HEALTH SNIPPETS Shift focus from calorie counting to nutritional value for heart health, say experts
It’s time to stop counting the calories, and instead start promoting the nutritional value of foods if we are to rapidly cut illness and death from cardiovascular disease and curb the rising tide of obesity, say experts in an editorial published in the online journal Open Heart.
Drawing on published evidence, doctors Aseem Malhotra and James DiNicolantonio and Professor Simon Capewell argue that simple dietary changes – rather like stopping smoking – can rapidly improve health outcomes at the population level. For example, boosting omega 3 fatty acid (from fatty fish), olive oil and nut intake have all been associated with reductions in deaths from all causes and from cardiovascular disease, within months.

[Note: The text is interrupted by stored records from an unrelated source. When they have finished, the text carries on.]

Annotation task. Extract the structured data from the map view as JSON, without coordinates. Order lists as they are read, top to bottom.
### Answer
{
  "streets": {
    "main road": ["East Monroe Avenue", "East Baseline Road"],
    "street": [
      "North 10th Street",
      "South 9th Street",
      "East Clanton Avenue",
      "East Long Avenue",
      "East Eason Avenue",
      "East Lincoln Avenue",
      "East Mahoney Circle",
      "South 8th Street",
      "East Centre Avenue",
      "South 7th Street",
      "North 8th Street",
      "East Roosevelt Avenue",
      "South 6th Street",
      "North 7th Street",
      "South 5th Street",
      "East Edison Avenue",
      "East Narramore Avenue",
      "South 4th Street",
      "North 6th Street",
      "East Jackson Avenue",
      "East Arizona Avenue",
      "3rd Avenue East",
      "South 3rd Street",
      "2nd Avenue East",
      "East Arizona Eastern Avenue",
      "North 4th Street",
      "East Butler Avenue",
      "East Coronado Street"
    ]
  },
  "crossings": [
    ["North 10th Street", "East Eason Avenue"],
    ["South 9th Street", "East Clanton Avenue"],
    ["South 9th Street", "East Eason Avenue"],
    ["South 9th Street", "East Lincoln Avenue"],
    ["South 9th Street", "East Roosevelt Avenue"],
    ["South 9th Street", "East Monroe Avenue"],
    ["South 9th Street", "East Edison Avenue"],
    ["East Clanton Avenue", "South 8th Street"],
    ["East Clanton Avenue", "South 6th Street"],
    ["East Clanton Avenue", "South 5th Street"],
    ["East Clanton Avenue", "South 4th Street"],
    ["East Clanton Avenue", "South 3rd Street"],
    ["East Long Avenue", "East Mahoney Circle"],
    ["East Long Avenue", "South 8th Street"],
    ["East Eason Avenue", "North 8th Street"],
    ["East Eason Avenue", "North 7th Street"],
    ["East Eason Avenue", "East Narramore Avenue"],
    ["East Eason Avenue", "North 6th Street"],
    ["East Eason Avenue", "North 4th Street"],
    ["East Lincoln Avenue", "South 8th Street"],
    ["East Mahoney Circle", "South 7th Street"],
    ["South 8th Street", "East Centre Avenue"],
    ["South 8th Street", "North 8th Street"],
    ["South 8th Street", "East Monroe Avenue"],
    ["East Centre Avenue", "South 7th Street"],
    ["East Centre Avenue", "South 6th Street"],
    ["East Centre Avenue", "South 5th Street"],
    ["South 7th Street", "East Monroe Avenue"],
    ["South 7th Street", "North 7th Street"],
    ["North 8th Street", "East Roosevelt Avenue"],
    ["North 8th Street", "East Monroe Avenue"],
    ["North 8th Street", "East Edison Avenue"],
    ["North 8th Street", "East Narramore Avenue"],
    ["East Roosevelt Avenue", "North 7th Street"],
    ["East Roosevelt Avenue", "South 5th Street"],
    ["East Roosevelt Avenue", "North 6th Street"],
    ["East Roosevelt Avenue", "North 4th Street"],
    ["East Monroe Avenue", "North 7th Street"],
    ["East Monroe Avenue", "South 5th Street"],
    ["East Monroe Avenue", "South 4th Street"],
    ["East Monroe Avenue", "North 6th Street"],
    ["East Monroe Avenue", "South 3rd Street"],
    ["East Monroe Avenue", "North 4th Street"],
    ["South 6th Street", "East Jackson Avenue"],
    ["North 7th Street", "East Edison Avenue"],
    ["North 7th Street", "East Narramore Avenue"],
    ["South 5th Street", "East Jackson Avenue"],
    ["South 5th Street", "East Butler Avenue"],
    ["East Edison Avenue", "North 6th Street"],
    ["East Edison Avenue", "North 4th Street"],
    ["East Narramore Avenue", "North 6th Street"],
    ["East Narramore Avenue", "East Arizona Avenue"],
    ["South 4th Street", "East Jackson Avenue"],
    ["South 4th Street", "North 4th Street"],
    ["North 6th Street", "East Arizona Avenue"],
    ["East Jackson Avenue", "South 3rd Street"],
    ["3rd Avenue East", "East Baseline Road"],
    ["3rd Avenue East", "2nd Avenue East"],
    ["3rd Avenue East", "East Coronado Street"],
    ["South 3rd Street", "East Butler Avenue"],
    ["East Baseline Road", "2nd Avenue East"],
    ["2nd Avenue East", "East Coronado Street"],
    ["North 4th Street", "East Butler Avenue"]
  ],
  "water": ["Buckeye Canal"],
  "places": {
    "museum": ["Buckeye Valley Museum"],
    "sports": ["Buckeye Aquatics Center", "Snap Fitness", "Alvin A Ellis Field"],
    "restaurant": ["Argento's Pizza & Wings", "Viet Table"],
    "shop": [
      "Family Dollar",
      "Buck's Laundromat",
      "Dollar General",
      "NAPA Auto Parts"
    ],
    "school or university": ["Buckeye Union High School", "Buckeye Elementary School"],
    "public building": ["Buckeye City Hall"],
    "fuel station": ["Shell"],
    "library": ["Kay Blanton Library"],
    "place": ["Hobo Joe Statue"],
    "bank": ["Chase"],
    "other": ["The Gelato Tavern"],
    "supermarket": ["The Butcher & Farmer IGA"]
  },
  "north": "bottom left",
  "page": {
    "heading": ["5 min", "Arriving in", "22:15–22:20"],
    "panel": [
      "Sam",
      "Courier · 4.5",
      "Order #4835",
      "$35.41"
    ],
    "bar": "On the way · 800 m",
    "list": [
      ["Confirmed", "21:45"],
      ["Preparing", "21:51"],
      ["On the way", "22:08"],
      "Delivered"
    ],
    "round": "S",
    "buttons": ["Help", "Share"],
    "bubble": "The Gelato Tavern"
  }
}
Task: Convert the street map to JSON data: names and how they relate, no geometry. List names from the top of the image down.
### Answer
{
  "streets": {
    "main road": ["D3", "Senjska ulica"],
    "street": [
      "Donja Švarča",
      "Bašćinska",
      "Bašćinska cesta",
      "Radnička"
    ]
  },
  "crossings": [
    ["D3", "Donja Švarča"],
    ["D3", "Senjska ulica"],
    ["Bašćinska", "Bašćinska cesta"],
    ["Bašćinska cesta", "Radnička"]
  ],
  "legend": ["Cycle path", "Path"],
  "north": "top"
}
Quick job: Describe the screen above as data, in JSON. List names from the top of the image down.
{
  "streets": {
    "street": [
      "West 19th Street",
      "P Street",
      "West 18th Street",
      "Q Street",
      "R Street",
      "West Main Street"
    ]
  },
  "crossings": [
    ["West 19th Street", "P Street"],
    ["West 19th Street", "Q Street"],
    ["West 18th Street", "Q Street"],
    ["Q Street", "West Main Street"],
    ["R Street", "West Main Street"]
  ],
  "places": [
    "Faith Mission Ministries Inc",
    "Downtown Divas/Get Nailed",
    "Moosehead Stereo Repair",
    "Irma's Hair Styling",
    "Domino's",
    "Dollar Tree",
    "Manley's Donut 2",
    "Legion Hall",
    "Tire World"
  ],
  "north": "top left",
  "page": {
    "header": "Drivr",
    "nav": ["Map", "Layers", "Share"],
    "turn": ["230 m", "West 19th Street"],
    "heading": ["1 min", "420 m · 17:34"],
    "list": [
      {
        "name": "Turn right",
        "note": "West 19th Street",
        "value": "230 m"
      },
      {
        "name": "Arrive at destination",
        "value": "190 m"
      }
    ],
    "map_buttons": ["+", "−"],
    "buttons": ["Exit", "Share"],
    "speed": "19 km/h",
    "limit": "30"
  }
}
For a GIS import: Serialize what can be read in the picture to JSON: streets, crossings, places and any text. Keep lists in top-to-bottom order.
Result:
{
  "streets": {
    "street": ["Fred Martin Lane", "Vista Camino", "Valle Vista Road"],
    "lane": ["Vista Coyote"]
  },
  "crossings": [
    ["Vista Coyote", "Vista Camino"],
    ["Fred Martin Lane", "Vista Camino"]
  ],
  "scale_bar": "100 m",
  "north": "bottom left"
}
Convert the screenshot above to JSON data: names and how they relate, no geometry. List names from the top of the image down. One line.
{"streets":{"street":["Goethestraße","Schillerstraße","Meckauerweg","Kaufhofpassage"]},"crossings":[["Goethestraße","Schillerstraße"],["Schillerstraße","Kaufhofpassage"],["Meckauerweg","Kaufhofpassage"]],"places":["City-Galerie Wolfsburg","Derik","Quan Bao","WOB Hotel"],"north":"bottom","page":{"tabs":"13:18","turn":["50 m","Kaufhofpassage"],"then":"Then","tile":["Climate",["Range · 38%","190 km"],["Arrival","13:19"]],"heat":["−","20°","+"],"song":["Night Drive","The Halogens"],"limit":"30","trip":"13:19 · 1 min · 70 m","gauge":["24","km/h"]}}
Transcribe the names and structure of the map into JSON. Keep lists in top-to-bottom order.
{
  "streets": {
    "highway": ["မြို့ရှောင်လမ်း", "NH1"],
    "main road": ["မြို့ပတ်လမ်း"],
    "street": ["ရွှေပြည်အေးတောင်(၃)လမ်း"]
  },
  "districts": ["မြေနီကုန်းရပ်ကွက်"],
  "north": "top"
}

Daily consumption of a sugary drink (150 calories) is associated with a significantly increased risk of type 2 diabetes, whereas daily consumption of a handful of nuts (30 g of walnuts, 15 g of almonds and 15 g hazelnuts) or four tablespoons of extra virgin olive oil (around 500 calories) is associated with a significantly reduced risk of heart attack and stroke.
“Shifting the focus away from calories and emphasising a dietary pattern that focuses on food quality rather than quantity will help to rapidly reduce obesity, related diseases, and cardiovascular risk,” the research team state. “Primary and secondary care clinicians have a duty to their individual patients and also to their local populations. Our collective failure to act is an option we cannot afford.”
The evidence shows that poor diet is consistently responsible for more disease and death than physical inactivity, smoking and alcohol put together, they say, calling for sugary drinks to be taxed, government subsidies to make fruit, vegetables and nuts more affordable, and tighter controls on the marketing of junk food.